[Collected data]

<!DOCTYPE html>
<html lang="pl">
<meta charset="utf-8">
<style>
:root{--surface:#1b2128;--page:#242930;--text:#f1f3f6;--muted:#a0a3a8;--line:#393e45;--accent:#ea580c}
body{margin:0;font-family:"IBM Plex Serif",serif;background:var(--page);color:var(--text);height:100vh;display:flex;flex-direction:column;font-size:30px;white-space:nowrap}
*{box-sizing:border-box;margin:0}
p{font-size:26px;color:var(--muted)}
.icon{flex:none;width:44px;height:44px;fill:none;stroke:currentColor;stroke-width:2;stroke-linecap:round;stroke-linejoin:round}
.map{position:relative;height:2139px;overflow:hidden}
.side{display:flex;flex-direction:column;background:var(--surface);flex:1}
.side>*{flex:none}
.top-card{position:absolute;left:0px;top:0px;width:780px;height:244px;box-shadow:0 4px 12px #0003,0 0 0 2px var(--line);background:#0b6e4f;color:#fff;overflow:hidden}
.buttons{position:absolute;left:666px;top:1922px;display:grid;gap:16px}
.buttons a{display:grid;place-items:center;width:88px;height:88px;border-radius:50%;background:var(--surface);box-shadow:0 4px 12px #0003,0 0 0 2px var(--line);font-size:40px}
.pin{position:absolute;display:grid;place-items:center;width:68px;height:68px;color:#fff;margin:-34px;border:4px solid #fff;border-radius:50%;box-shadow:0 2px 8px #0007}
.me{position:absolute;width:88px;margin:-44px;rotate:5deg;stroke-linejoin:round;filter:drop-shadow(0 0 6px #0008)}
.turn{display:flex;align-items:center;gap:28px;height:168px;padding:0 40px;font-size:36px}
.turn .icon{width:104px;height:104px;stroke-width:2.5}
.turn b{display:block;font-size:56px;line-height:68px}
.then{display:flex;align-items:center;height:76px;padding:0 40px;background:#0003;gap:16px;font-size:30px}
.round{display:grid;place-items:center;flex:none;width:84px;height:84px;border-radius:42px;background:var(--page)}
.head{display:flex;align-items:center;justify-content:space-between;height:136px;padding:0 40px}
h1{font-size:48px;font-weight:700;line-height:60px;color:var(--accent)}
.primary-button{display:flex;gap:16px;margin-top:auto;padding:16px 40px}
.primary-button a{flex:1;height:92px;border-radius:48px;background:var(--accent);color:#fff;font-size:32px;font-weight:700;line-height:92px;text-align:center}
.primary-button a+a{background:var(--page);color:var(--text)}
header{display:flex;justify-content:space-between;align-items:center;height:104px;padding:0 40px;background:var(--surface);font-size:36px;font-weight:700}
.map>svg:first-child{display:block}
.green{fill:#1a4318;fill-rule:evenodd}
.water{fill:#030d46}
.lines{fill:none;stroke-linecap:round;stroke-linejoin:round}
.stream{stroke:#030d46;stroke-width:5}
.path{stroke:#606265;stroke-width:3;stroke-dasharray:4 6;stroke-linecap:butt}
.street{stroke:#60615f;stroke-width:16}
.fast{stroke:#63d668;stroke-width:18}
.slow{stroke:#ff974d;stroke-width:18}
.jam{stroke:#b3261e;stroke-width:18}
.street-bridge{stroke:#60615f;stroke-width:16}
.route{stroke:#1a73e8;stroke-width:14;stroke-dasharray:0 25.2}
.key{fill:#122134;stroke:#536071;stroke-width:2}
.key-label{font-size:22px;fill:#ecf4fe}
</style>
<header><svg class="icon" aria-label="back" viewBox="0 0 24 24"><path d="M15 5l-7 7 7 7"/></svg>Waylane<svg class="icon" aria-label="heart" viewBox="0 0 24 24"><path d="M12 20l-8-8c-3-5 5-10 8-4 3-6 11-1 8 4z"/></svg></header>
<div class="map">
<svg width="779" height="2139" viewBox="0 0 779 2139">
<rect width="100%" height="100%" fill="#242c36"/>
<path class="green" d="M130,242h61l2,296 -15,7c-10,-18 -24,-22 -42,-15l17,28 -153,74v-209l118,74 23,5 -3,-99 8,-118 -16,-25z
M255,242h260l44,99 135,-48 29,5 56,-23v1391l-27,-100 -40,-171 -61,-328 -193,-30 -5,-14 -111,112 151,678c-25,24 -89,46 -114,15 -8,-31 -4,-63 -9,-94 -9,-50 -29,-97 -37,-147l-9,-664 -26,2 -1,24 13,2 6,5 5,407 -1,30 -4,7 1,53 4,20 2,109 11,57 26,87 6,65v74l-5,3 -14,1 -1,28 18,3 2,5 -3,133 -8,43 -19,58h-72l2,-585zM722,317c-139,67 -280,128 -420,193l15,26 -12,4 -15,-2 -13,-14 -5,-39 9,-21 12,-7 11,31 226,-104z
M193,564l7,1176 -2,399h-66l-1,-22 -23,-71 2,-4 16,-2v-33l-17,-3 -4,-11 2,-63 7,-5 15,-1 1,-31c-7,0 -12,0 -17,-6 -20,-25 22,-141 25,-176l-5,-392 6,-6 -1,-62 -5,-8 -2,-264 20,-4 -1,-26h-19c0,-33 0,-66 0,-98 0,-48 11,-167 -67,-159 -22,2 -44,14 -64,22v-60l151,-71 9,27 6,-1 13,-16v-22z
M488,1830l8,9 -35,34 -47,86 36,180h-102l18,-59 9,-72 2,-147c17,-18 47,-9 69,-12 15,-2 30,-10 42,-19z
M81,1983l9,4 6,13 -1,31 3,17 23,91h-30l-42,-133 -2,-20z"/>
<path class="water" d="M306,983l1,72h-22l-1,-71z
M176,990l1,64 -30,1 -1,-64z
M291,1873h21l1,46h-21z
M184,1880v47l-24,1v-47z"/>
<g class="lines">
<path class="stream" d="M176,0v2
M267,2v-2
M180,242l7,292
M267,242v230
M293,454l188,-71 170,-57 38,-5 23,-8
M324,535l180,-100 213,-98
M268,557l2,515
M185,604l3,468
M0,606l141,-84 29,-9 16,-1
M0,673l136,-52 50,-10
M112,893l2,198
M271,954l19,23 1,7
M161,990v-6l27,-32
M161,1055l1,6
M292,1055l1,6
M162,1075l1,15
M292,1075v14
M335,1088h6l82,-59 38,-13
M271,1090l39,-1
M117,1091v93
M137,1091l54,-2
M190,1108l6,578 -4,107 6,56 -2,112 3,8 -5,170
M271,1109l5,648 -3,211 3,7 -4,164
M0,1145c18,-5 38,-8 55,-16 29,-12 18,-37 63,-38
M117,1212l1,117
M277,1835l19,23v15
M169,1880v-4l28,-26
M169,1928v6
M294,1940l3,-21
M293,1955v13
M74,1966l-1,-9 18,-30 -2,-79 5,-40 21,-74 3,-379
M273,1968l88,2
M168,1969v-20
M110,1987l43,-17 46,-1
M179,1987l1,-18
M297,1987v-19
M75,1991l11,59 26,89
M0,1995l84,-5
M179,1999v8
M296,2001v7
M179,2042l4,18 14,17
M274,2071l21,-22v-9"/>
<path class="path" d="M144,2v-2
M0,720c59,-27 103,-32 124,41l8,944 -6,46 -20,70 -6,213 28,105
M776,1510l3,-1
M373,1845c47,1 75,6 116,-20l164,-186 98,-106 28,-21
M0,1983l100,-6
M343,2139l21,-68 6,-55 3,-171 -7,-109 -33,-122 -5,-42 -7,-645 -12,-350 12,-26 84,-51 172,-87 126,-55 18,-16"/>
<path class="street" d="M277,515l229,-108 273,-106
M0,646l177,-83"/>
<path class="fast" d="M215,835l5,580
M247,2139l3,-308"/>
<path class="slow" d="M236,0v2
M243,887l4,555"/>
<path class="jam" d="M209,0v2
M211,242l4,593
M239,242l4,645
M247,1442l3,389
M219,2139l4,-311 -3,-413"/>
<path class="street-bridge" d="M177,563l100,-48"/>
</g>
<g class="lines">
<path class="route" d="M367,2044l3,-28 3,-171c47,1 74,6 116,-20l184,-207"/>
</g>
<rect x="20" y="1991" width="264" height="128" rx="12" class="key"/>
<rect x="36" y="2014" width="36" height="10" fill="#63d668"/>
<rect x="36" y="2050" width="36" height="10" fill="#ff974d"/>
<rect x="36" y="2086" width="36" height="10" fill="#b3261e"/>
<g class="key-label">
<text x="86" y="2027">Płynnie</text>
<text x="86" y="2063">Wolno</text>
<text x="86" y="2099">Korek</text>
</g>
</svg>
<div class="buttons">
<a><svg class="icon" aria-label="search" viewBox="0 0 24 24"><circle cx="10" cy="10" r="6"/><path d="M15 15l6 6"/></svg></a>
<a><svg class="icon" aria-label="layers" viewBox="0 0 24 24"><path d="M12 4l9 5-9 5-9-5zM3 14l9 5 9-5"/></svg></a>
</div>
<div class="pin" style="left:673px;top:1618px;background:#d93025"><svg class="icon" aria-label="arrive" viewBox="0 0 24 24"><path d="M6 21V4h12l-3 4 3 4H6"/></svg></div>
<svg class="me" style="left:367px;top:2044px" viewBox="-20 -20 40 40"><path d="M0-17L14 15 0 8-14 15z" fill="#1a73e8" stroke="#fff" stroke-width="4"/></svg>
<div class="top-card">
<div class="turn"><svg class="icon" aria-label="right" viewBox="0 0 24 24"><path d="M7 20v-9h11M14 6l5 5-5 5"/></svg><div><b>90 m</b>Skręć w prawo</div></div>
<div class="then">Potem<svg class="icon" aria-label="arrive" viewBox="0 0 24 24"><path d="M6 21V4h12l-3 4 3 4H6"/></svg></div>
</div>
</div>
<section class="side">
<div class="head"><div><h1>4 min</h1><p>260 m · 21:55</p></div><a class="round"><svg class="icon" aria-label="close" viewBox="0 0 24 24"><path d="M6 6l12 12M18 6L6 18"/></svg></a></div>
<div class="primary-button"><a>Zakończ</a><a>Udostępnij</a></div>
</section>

[What is expected] Search the data for "linecap". Copy each line that has it.

[Answer section]
.icon{flex:none;width:44px;height:44px;fill:none;stroke:currentColor;stroke-width:2;stroke-linecap:round;stroke-linejoin:round}
.lines{fill:none;stroke-linecap:round;stroke-linejoin:round}
.path{stroke:#606265;stroke-width:3;stroke-dasharray:4 6;stroke-linecap:butt}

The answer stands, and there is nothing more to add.